Gabapentin for Neuropathy
Gabapentin (brand name Neurontin) is one of the most commonly prescribed medications for neuropathic pain. It works by calming overactive nerve signals. While generally well-tolerated, it has important dosing considerations, side effects, and alternatives worth understanding.
Key Takeaways
- Gabapentin is a first-line treatment for neuropathic pain.
- Dosing usually starts low and titrates up over days to weeks.
- Drowsiness, dizziness, and weight gain are the most common side effects.
- It is not addictive but should not be stopped abruptly.
- Alternatives include pregabalin, duloxetine, and topical agents.
Frequently Asked Questions
- What is the typical gabapentin dose for neuropathy?
- A common starting regimen is 300 mg at bedtime on day 1, then 300 mg twice daily on day 2, and 300 mg three times daily on day 3, increased as tolerated up to 1,800–3,600 mg per day in three divided doses. Lower doses are used in older adults and in kidney impairment. Always follow your prescriber's specific instructions.
- How long does gabapentin take to work for neuropathy?

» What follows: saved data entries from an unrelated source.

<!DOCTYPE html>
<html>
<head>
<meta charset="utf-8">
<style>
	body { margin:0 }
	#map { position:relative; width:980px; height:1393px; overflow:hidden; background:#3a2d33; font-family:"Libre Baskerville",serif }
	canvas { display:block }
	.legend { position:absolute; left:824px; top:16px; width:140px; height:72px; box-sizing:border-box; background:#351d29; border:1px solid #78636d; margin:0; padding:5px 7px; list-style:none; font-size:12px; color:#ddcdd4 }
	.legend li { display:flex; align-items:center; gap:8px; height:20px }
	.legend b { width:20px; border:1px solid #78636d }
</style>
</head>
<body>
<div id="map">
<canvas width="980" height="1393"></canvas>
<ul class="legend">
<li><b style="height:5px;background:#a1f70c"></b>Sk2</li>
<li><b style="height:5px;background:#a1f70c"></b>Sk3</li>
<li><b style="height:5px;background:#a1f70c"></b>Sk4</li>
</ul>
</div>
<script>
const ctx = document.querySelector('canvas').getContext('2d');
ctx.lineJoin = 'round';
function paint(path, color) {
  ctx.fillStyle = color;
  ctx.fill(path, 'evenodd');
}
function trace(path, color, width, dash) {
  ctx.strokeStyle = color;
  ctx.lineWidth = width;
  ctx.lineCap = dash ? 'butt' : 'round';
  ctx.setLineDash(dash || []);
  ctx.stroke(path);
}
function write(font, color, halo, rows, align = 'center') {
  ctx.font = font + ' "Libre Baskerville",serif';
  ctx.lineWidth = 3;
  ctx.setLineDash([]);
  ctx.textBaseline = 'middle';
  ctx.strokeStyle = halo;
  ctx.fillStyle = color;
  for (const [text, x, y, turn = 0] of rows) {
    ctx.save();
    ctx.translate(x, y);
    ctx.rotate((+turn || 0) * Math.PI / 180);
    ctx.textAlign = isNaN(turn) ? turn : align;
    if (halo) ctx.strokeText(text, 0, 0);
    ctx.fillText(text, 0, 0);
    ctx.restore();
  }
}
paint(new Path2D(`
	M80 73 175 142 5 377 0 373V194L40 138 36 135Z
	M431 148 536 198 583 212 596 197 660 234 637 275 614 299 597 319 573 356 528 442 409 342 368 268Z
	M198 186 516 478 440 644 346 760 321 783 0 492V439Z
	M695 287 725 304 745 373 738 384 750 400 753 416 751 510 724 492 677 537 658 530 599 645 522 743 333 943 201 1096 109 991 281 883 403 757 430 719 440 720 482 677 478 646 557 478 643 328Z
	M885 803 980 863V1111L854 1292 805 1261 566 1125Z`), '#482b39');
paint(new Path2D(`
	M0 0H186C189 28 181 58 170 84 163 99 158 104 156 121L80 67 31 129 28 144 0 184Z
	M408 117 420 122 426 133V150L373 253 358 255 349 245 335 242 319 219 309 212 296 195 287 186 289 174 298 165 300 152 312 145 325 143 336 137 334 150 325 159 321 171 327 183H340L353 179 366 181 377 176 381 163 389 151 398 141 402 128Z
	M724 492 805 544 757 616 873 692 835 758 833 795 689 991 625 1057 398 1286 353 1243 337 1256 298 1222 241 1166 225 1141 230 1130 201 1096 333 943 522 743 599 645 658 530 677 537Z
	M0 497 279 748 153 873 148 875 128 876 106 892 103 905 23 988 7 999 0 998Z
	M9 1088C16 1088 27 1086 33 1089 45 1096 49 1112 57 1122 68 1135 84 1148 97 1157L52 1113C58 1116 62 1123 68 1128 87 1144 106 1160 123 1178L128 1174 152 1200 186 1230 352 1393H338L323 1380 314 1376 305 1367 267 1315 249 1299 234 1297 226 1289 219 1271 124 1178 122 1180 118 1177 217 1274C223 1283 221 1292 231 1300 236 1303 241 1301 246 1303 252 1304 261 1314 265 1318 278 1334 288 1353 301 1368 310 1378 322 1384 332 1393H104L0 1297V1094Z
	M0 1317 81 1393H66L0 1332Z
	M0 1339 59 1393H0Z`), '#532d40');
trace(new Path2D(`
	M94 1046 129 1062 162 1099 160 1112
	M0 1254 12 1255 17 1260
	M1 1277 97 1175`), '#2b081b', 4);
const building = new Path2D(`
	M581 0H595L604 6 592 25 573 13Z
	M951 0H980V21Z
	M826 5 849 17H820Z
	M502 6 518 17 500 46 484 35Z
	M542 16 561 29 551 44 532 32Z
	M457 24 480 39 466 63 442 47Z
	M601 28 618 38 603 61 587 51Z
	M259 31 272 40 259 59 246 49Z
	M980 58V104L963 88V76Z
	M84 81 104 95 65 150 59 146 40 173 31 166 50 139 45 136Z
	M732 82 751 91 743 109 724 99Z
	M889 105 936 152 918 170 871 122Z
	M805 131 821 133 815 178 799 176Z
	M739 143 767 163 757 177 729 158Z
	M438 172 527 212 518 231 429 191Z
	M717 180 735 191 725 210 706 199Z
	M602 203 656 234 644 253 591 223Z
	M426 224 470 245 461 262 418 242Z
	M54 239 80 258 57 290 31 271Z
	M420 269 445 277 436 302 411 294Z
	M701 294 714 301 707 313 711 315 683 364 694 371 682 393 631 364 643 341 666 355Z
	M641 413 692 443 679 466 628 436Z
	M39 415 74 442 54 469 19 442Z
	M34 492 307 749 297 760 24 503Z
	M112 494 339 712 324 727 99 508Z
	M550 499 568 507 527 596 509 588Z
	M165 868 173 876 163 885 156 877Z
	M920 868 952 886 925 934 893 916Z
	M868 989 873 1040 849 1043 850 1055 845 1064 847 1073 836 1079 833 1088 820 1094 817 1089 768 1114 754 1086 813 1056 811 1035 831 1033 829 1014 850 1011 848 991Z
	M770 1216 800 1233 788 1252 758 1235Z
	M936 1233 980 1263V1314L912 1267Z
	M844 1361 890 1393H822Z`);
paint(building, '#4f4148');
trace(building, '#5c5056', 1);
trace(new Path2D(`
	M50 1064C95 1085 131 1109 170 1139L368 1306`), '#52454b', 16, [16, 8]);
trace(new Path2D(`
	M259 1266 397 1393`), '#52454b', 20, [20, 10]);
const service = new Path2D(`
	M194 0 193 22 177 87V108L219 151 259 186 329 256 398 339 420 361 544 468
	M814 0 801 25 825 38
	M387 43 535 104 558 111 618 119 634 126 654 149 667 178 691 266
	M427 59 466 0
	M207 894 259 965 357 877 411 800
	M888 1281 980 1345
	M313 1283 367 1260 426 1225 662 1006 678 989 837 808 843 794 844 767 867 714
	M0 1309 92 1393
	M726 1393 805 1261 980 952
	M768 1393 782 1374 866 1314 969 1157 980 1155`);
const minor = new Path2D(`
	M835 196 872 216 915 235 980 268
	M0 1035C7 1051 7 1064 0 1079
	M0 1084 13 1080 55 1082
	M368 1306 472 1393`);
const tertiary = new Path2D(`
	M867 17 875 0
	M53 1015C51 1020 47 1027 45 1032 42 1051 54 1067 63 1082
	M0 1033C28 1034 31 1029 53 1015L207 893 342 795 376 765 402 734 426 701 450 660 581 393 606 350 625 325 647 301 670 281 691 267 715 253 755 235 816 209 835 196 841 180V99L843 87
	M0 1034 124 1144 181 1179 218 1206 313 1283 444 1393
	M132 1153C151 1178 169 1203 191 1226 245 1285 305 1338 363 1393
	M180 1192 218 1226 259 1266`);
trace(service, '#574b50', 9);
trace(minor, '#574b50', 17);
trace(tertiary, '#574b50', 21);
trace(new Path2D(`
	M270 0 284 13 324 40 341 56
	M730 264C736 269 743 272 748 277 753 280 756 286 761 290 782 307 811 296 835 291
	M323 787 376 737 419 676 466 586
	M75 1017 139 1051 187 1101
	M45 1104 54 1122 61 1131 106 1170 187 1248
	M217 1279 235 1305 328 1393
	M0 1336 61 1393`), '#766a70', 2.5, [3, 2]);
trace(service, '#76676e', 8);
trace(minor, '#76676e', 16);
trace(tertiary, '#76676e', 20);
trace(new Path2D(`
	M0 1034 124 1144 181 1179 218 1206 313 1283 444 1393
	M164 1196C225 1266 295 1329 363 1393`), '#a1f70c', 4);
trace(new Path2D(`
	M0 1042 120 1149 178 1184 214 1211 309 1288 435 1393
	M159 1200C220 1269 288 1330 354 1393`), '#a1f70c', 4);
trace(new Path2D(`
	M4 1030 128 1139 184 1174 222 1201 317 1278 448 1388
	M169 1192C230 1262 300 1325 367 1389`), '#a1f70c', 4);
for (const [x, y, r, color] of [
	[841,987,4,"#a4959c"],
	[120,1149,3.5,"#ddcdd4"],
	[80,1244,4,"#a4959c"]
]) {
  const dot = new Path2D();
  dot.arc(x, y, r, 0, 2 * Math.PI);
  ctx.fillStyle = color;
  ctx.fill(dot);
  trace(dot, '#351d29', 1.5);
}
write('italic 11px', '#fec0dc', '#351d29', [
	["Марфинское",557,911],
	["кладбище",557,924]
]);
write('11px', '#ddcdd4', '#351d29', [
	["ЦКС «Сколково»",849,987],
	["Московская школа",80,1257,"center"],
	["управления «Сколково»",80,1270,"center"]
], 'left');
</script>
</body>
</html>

- Some people notice modest pain reduction within the first week, but full benefit usually requires 2–8 weeks at an effective dose. If there is no meaningful improvement after several weeks at the maximum tolerated dose, an alternative medication is usually tried.
- What are the most common gabapentin side effects?
- Drowsiness, dizziness, unsteadiness, peripheral edema (swelling), weight gain, blurred vision, and difficulty concentrating are most common. Side effects are usually worst when starting or increasing the dose and often improve over 1–2 weeks. Falls are a particular concern in older adults.
- Is gabapentin addictive?
- Gabapentin has a low risk of addiction in the general population, but misuse and dependence have been reported, particularly in people with a history of substance use disorder or when combined with opioids. It is a controlled substance in some U.S. states. Do not stop suddenly — taper under medical supervision to avoid withdrawal.
- What are alternatives to gabapentin?
- Common alternatives include pregabalin (Lyrica), duloxetine (Cymbalta), venlafaxine, amitriptyline or nortriptyline, topical lidocaine 5% patches, and topical capsaicin. The right choice depends on coexisting conditions, side-effect tolerance, and cost.